La potencial intervención de China y Rusia en apoyo a Venezuela –sea en clave defensiva o como señal de disuasión– introduce una nueva dimensión: el riesgo de que el Caribe se transforme en uno de los tableros donde se expresen las tensiones entre potencias nucleares. Lo que hoy se presenta como “operaciones contra narcotraficantes” podría devenir, en un contexto de errores de cálculo o provocaciones, en un episodio de escalada militar de alcance mucho mayor.
Frente a ello, la única respuesta responsable desde América Latina y el Caribe es fortalecer la cooperación regional, afirmar la región como zona de paz, construir capacidades propias de defensa no ofensiva y salvaguardar, de manera activa, el principio de que ninguna disputa política interna justifica invitar a fuerzas militares extranjeras a intervenir.
El Caribe no puede ser reducido a un corredor para la guerra contra las drogas ni a un tablero de ajedrez entre potencias.
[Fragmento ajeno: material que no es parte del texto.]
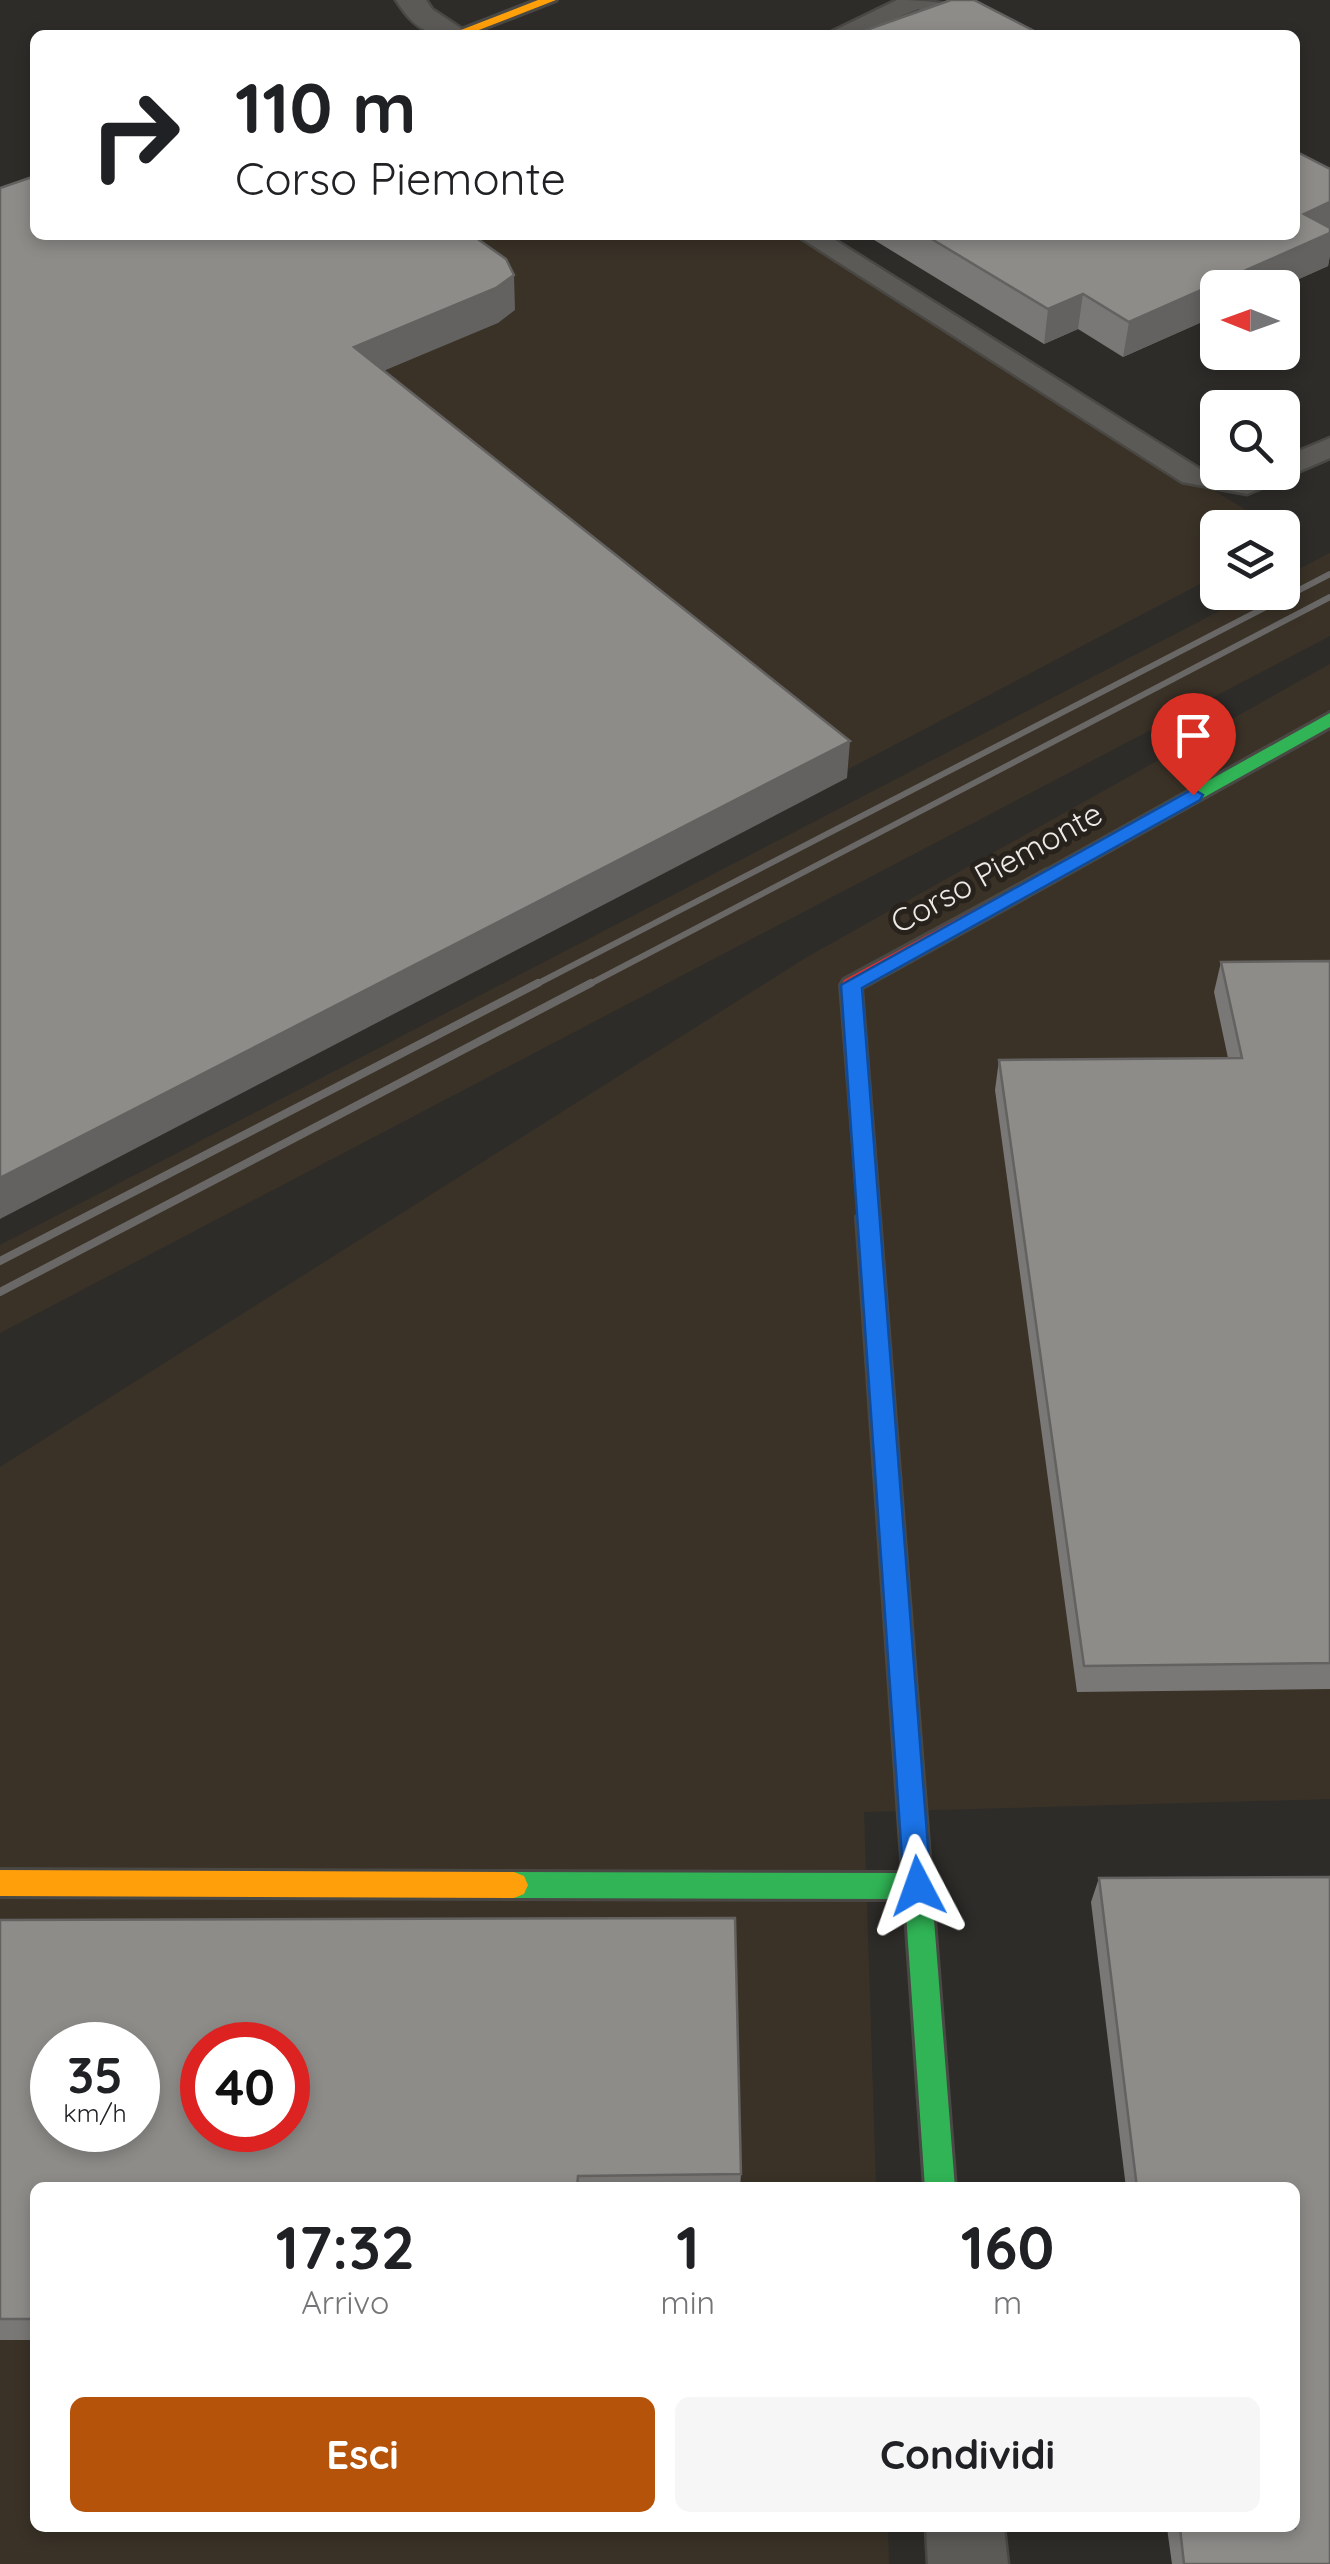 <!DOCTYPE html>
<html lang="it">
<head>
<meta charset="utf-8">
<style>
	:root { --surface:#fff; --page:#f6f6f6; --text:#202124; --muted:#757577; --accent:#b45309 }
	body { margin:0; font-family:Quicksand,sans-serif; background:var(--page); color:var(--text); height:100vh; display:flex; flex-direction:column; font-size:38px; white-space:nowrap }
	* { box-sizing:border-box; margin:0 }
	p { font-size:32px; color:var(--muted) }
	.icon { flex:none; width:55px; height:55px; fill:none; stroke:currentColor; stroke-width:2; stroke-linecap:round; stroke-linejoin:round }
	.map { position:relative; flex:1; overflow:hidden }
	.details { position:absolute; left:30px; top:2182px; width:1270px; height:350px; display:flex; flex-direction:column; background:var(--surface); border-radius:15px; box-shadow:0 5px 15px #0003 }
	.details>* { flex:none }
	.guide { position:absolute; left:30px; top:30px; width:1270px; height:210px; border-radius:15px; box-shadow:0 5px 15px #0003; background:#fff; color:var(--text); overflow:hidden }
	.needle { width:65px; rotate:271deg }
	.controls { position:absolute; left:1200px; top:270px; display:grid; gap:20px }
	.controls a { display:grid; place-items:center; width:100px; height:100px; border-radius:15px; background:var(--surface); box-shadow:0 5px 15px #0003; font-size:50px }
	.speed { position:absolute; left:30px; top:2022px; display:flex; gap:20px; font-size:50px; font-weight:700; text-align:center }
	.speed>* { display:grid; place-content:center; width:130px; height:130px; border-radius:50%; background:var(--surface); box-shadow:0 5px 15px #0003; line-height:1 }
	.speed small { font-size:25px; font-weight:400 }
	.speed .limit { border:15px solid #d22; background:#fff; color:#111 }
	.pin { position:absolute; display:grid; place-items:center; width:85px; height:85px; color:#fff; margin:-102px -42px; border-radius:50% 50% 50% 0; rotate:-45deg; box-shadow:0 0 10px #0007 }
	.pin .icon { rotate:45deg }
	.me { position:absolute; width:110px; margin:-55px; rotate:356deg; stroke-linejoin:round; filter:drop-shadow(0 0 8px #0008) }
	.turn { display:flex; align-items:center; gap:35px; height:210px; padding:0 40px; font-size:45px }
	.turn .icon { width:130px; height:130px; stroke-width:2.5 }
	.turn b { display:block; font-size:70px; line-height:85px }
	.eta { display:flex; justify-content:space-evenly; align-items:center; height:170px; text-align:center }
	.eta b { font-size:60px; font-weight:700; line-height:70px }
	.action { display:flex; gap:20px; margin-top:auto; padding:20px 40px }
	.action a { flex:1; height:115px; border-radius:15px; background:var(--accent); color:#fff; font-size:40px; font-weight:700; line-height:115px; text-align:center }
	.action a+a { background:var(--page); color:var(--text) }
	.map>svg:first-child { display:block }
	.built { fill:#3a3227; fill-rule:evenodd }
	.lines { fill:none; stroke-linecap:round; stroke-linejoin:round }
	.lane-casing { stroke:#494844; stroke-width:5 }
	.street-casing { stroke:#494844; stroke-width:5 }
	.fast-casing { stroke:#494844; stroke-width:6 }
	.slow-casing { stroke:#494844; stroke-width:6 }
	.jam-casing { stroke:#494844; stroke-width:6 }
	.lane { fill:#5c5a57; fill-rule:evenodd }
	.street { fill:#5c5a57; fill-rule:evenodd }
	.fast { fill:#30b455; fill-rule:evenodd }
	.slow { fill:#ff9f0a; fill-rule:evenodd }
	.jam { fill:#e5322d; fill-rule:evenodd }
	.rail-far1 { stroke:#6a6866; stroke-width:6 }
	.rail { stroke:#6a6866; stroke-width:8 }
	.wall { fill:#7a7876 }
	.shaded-wall { fill:#636260 }
	.building { fill:#8e8c89; stroke:#636260; stroke-width:2.5; fill-rule:evenodd }
	.route { fill:#1a73e8; stroke:#114b97; stroke-width:2.5 }
	.labels { text-anchor:middle; dominant-baseline:central; stroke-width:10; stroke-linejoin:round; paint-order:stroke }
	.street-label { font-size:32px; fill:#eeeae6; stroke:#27221c }
</style>
</head>
<body>
<div class="map">
<svg width="1330" height="2564" viewBox="0 0 1330 2564">
	<rect width="100%" height="100%" fill="#2e2c29"/>
	<path class="built" d="M0 225 35 235H793L1274 527 1218 528 1217 575 0 1216Z
		M1330 553V636L0 1333V1245L1254 593 1282 592 1283 577Z
		M1330 664V1799L864 1812 876 2187 35 2188V2528H888L889 2564H0V1467L807 957ZM52 2045H138V2130H52ZM202 2045H288V2130H202Z"/>
	<g class="lines">
		<defs>
			<path id="lane" d="M897 0C935 0 982 5 1009 35H980L941 15 918 9 856 35H825Z
				M796 235H827L1200 469 1243 476 1282 472V458L1330 438V458L1247 494 1182 482Z"/>
			<path id="street" d="M396 0H426L432 9 471 35C431 35 418 35 396 0Z
				M926 2528H1004L1008 2564H928Z"/>
			<path id="fast" d="M1330 713V727L1054 881H1040L1037 876Z
				M868 1209 879 1217 955 2188H925L905 1899 514 1898 504 1894 500 1885 504 1876 514 1872 903 1873 857 1217Z"/>
			<path id="slow" d="M538 0H556L466 35H448Z
				M0 1870 514 1872 524 1876 528 1885 524 1894 514 1898 0 1896Z"/>
			<path id="jam" d="M1047 870 1054 871 1057 876 1054 881 861 988 879 1217 876 1223H860L841 985 844 980Z"/>
		</defs>
		<use href="#lane" class="lane-casing"/>
		<use href="#street" class="street-casing"/>
		<use href="#fast" class="fast-casing"/>
		<use href="#slow" class="slow-casing"/>
		<use href="#jam" class="jam-casing"/>
		<use href="#lane" class="lane"/>
		<use href="#street" class="street"/>
		<use href="#fast" class="fast"/>
		<use href="#slow" class="slow"/>
		<use href="#jam" class="jam"/>
		<path class="rail-far1" d="M533 986 1330 574
			M586 986 1330 597"/>
		<path class="rail" d="M0 1261 538 983
			M0 1292 591 983"/>
	</g>
	<path class="wall" d="M1330 169V255L1328 266 1123 357 1078 329 1044 344 866 235H1295Z
		M1330 961V1689L1077 1692 995 1090 999 1060 1228 1058 1214 992 1221 962Z
		M1330 1877V2564H1172L1167 2528H1295V2188H1126L1091 1902 1099 1878Z
		M0 1920 741 2174 740 2188H35V2340H0Z"/>
	<path class="shaded-wall" d="M1330 202V255L1328 266 1279 288H1218V315L1123 357 1129 322 1304 214Z
		M514 275 515 310 498 323 357 382 354 347Z
		M1083 294 1078 329 1044 344 1048 309Z
		M850 741 847 778 0 1219V1178Z"/>
	<path class="building" d="M951 0H974L1042 35H852Z
		M1295 151 1330 169V202L1304 214 1330 228V233L1129 322 1083 294 1048 309 925 235H1295Z
		M35 176V235H472L506 259 514 275 496 288 354 347 850 741 0 1178V188Z
		M1330 961V1663L1084 1666 999 1060 1242 1058 1221 962Z
		M1330 1877V2564H1184L1180 2528H1295V2188H1137L1099 1878Z
		M735 1918 741 2174 578 2176 577 2188H35V2319H0V1920ZM52 2045H138V2130H52ZM202 2045H288V2130H202Z"/>
	<path class="route" d="M1193 789 1203 795 1200 800 862 988 931 1886 927 1895 918 1899 908 1895 904 1886 841 985Z"/>
	<g class="labels">
		<g class="street-label">
			<text transform="translate(996 867) rotate(-29)">Corso Piemonte</text>
		</g>
	</g>
</svg>
<div class="controls">
<a><svg class="needle" viewBox="-14 -14 28 28"><path d="M0-13l5 13h-10z" fill="#e53935"/><path d="M0 13l5-13h-10z" fill="#757577"/></svg></a>
<a><svg class="icon" aria-label="search" viewBox="0 0 24 24"><circle cx="10" cy="10" r="6"/><path d="M15 15l6 6"/></svg></a>
<a><svg class="icon" aria-label="layers" viewBox="0 0 24 24"><path d="M12 4l9 5-9 5-9-5zM3 14l9 5 9-5"/></svg></a>
</div>
<div class="speed"><div>35<small>km/h</small></div><div class="limit">40</div></div>
<div class="pin" style="left:1193px;top:795px;background:#d93025"><svg class="icon" aria-label="arrive" viewBox="0 0 24 24"><path d="M6 21V4h12l-3 4 3 4H6"/></svg></div>
<svg class="me" style="left:918px;top:1886px" viewBox="-20 -20 40 40"><path d="M0-17L14 15 0 8-14 15z" fill="#1a73e8" stroke="#fff" stroke-width="4"/></svg>
<div class="guide">
<div class="turn"><svg class="icon" aria-label="right" viewBox="0 0 24 24"><path d="M7 20v-9h11M14 6l5 5-5 5"/></svg><div><b>110 m</b>Corso Piemonte</div></div>
</div>
<section class="details">
<div class="eta">
<div><b>17:32</b><p>Arrivo</p></div>
<div><b>1</b><p>min</p></div>
<div><b>160</b><p>m</p></div>
</div>
<div class="action"><a>Esci</a><a>Condividi</a></div>
</section>
</div>
</body>
</html>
Es un espacio habitado por pueblos concretos –pescadores, trabajadores, comunidades afrodescendientes e indígenas, sectores populares urbanos y rurales– cuyo derecho a la vida, a la soberanía y a la autodeterminación debe estar en el centro de cualquier política de seguridad.
En última instancia, la disputa actual no es solo por el control de mares y rutas, sino por el sentido mismo de la seguridad: si seguirá siendo definida desde arriba, como resguardo de intereses geopolíticos y económicos de las grandes potencias, o si será reorientada hacia la protección de las personas, los territorios y los proyectos democráticos que hoy se empeñan en hacer del Caribe y de América Latina una verdadera zona de paz, justicia y dignidad.